Just a few minutes in, Draymond Green grabbed a rebound, outletted to Stephen Curry sprinting up the sideline who drove in transition and found Durant ready to fire away on the right above-the-break line. The Warriors ran the score up to 89-36 before stepping aside for a garbage time unit that will get a lot of practice. This season, the postseason, and the rest of this era, won’t come as easy as it did tonight. The Kevin Durant Warriors just make it look that way.
As seen in the first game, Thompson sacrificed nothing, jacking up any shot he had, though to no surprise as they were all open. Dray played as he usually does, pushing the ball and finding open cutters off PNR dives. The star quartet rarely found themselves in an iso situation, with the first coming in the 3rd quarter on a baseline KD J over Blake Griffin. THe person content to sit back and enjoy the show was Steph. Outside of breaking Brandon Bass’ ankles on a vintage “Hey, I can move sideways without pain again!” move, he took just 4 shots in the 18 first half minutes to go with 5 assists.
Beyond that, the main takeaway of this massacre was the ridiculous ease with the GSW generated open looks. There was rarely any trick plays or anything decidedly difficult.
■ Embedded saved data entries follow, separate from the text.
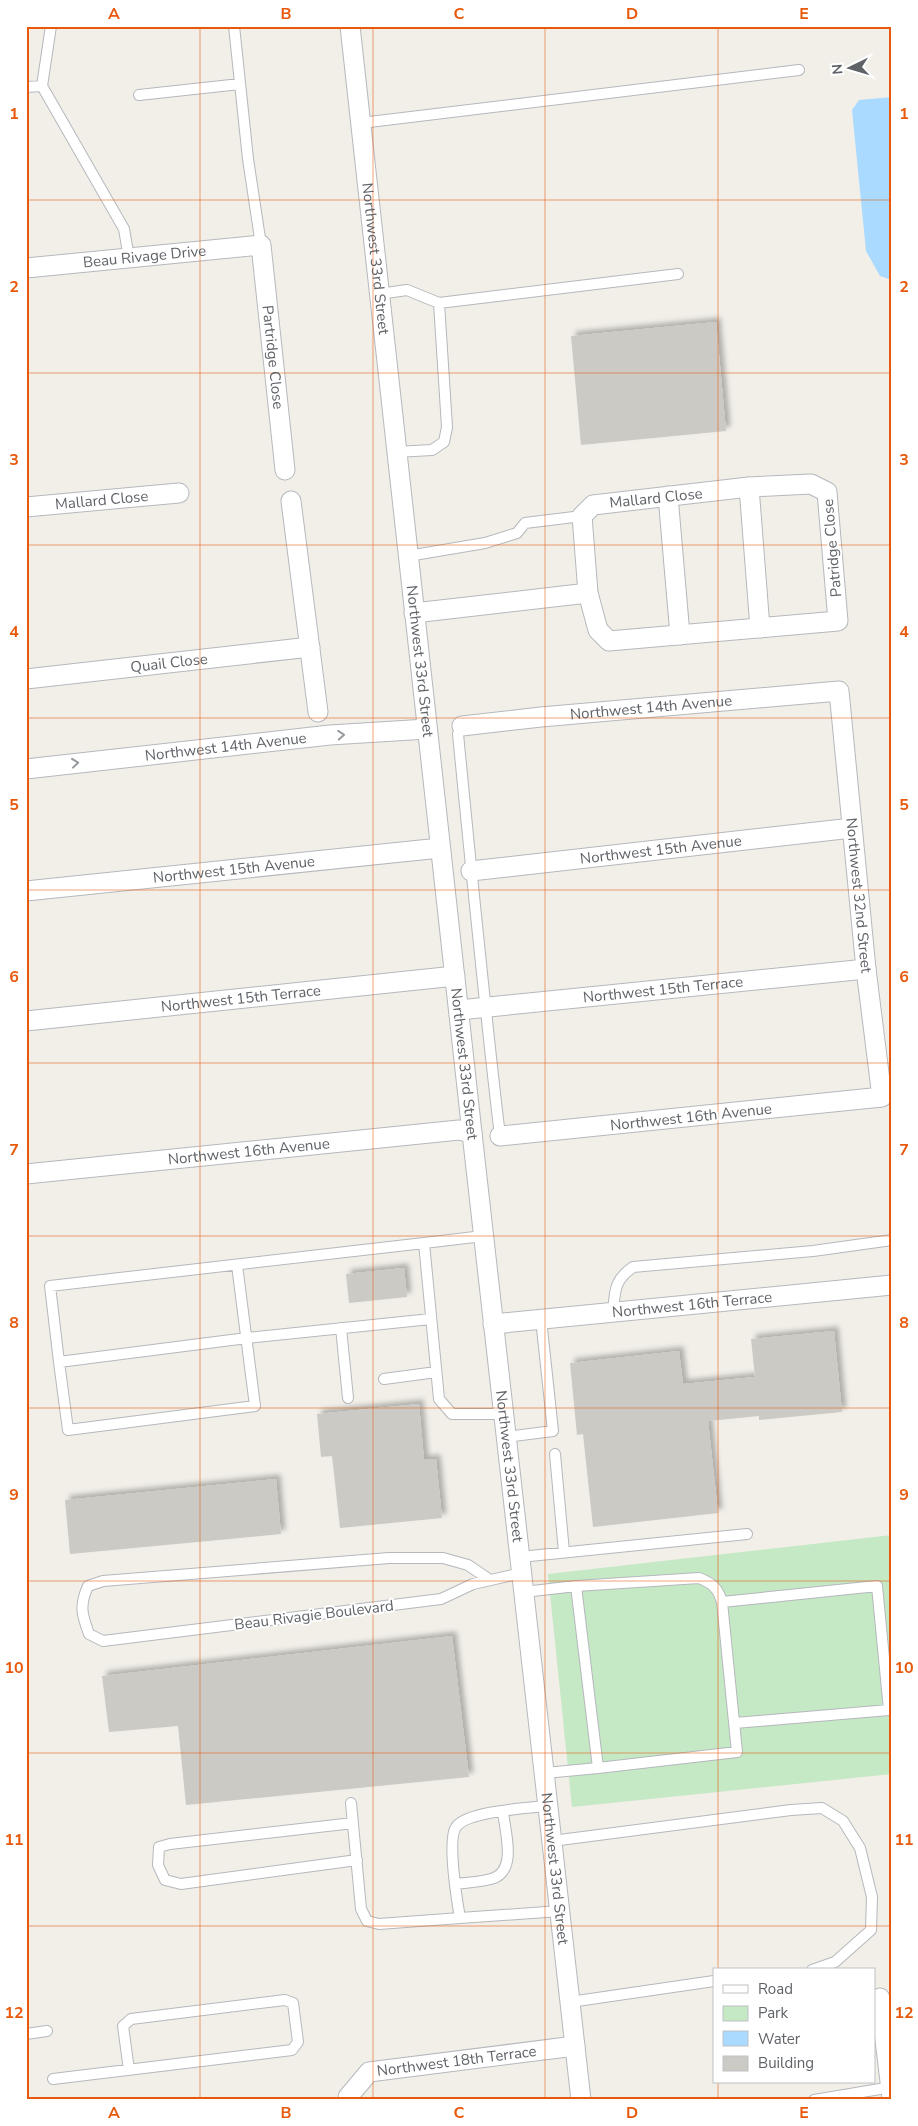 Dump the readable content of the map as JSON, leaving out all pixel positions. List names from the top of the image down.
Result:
{
  "streets": {
    "street": [
      "Beau Rivage Drive",
      "Northwest 33rd Street",
      "Partridge Close",
      "Mallard Close",
      "Patridge Close",
      "Quail Close",
      "Northwest 14th Avenue",
      "Northwest 15th Avenue",
      "Northwest 32nd Street",
      "Northwest 15th Terrace",
      "Northwest 16th Avenue",
      "Northwest 16th Terrace",
      "Northwest 18th Terrace"
    ],
    "lane": ["Beau Rivagie Boulevard"]
  },
  "crossings": [
    ["Beau Rivage Drive", "Partridge Close"],
    ["Northwest 33rd Street", "Northwest 14th Avenue"],
    ["Northwest 33rd Street", "Northwest 15th Avenue"],
    ["Northwest 33rd Street", "Northwest 15th Terrace"],
    ["Northwest 33rd Street", "Northwest 16th Avenue"],
    ["Northwest 33rd Street", "Northwest 16th Terrace"],
    ["Northwest 33rd Street", "Beau Rivagie Boulevard"],
    ["Northwest 33rd Street", "Northwest 18th Terrace"],
    ["Mallard Close", "Patridge Close"],
    ["Northwest 14th Avenue", "Northwest 32nd Street"],
    ["Northwest 15th Avenue", "Northwest 32nd Street"],
    ["Northwest 32nd Street", "Northwest 15th Terrace"],
    ["Northwest 32nd Street", "Northwest 16th Avenue"]
  ],
  "one_way": ["Northwest 14th Avenue"],
  "legend": [
    "Road",
    "Park",
    "Water",
    "Building"
  ],
  "north": "left",
  "grid": {
    "columns": [
      "A",
      "B",
      "C",
      "D",
      "E"
    ],
    "rows": [
      "1",
      "2",
      "3",
      "4",
      "5",
      "6",
      "7",
      "8",
      "9",
      "10",
      "11",
      "12"
    ]
  }
}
They backdoor cut, backscreened, and made sure to space the floor smartly around all PNRs. The avalanche of open shots was almost intoxicating. Guarding these Warriors isn’t so much a pick your poison but a buffet of torture devices with which you are forced to choose in preparation for your own death. And perhaps the most painful one? The Death Lineup 2.0 on the open floor.
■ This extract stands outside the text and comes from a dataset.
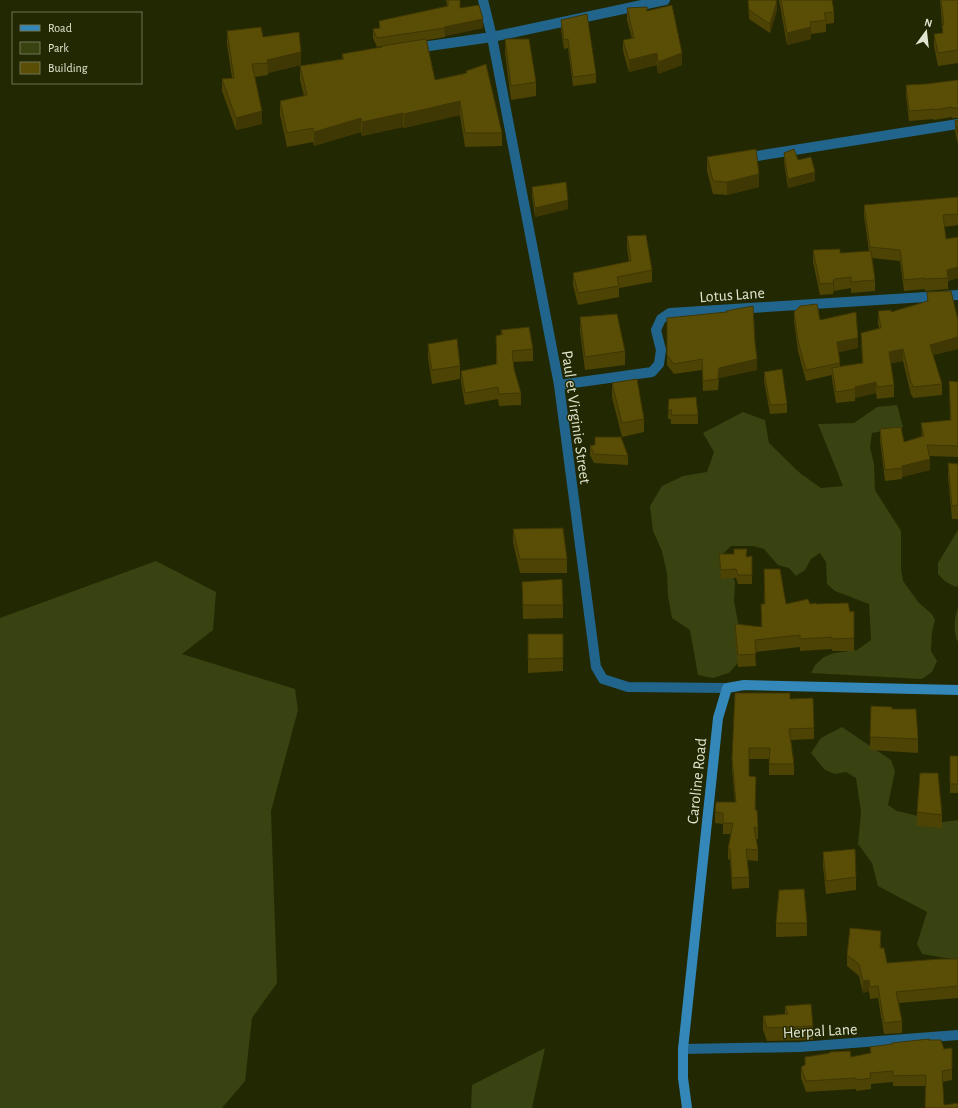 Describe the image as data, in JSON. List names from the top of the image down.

Completely rendering opponents useless in transition, a fivesome of Dray flying down in transition flanked by Steph and KD, with Klay in the corner, and Iguodala streaking towards the rim, the 2016-17 Golden State Warriors are the Showtime Lakers on the world’s finest and most exotic assortment of HGH.
With the defense locked in like a mid-May playoff game and the rotations run by both coaches like a Christmas day rivalry affair, the Warriors took the opportunity to run the smackdown the rest of the NBA has been bemoaning since 7/4/2016. Steve Kerr and the rest of his team pass the first test, albeit it being an open-note practice exam, with flying colors. There will be strifes, obstacles, and the inevitable downs that consume this team in the future.
But for one night, the first night of this new age, Stephen Curry and Kevin Durant’s Warriors unveiled a reckoning that’s poised to shake the NBA for a long time.
Marreese Speights got a rousing standing O and even nailed two treys. The Warriors got David West to replace him and they even look the same. Their game, however, is drastically different. The peaks of Speights will far outweigh West but West’s consistency, passing, and shooting are much more bankable on a game-by-game basis.
Blake Griffin seems to have lost at least a couple inches off his vertical and just doesn’t seem like the same physical specimen he was when he broke into the league.
Zaza Pachulia is cut from the same “play hard but pull lowkey dirty antics” like Andrew Bogut. He might not be able to finish but it looks like he will at least look at the rim. He even drew a shooting foul flopping off Chris Paul. Oh, the irony.
MVP Watch: Patrick McCaw hit a step-back 3.
Incredible crowd for a preseason game with postseason noise on KD’s first make and Steph’s crossover. By the fourth quarter, there was about 5 people left in the lower bowl.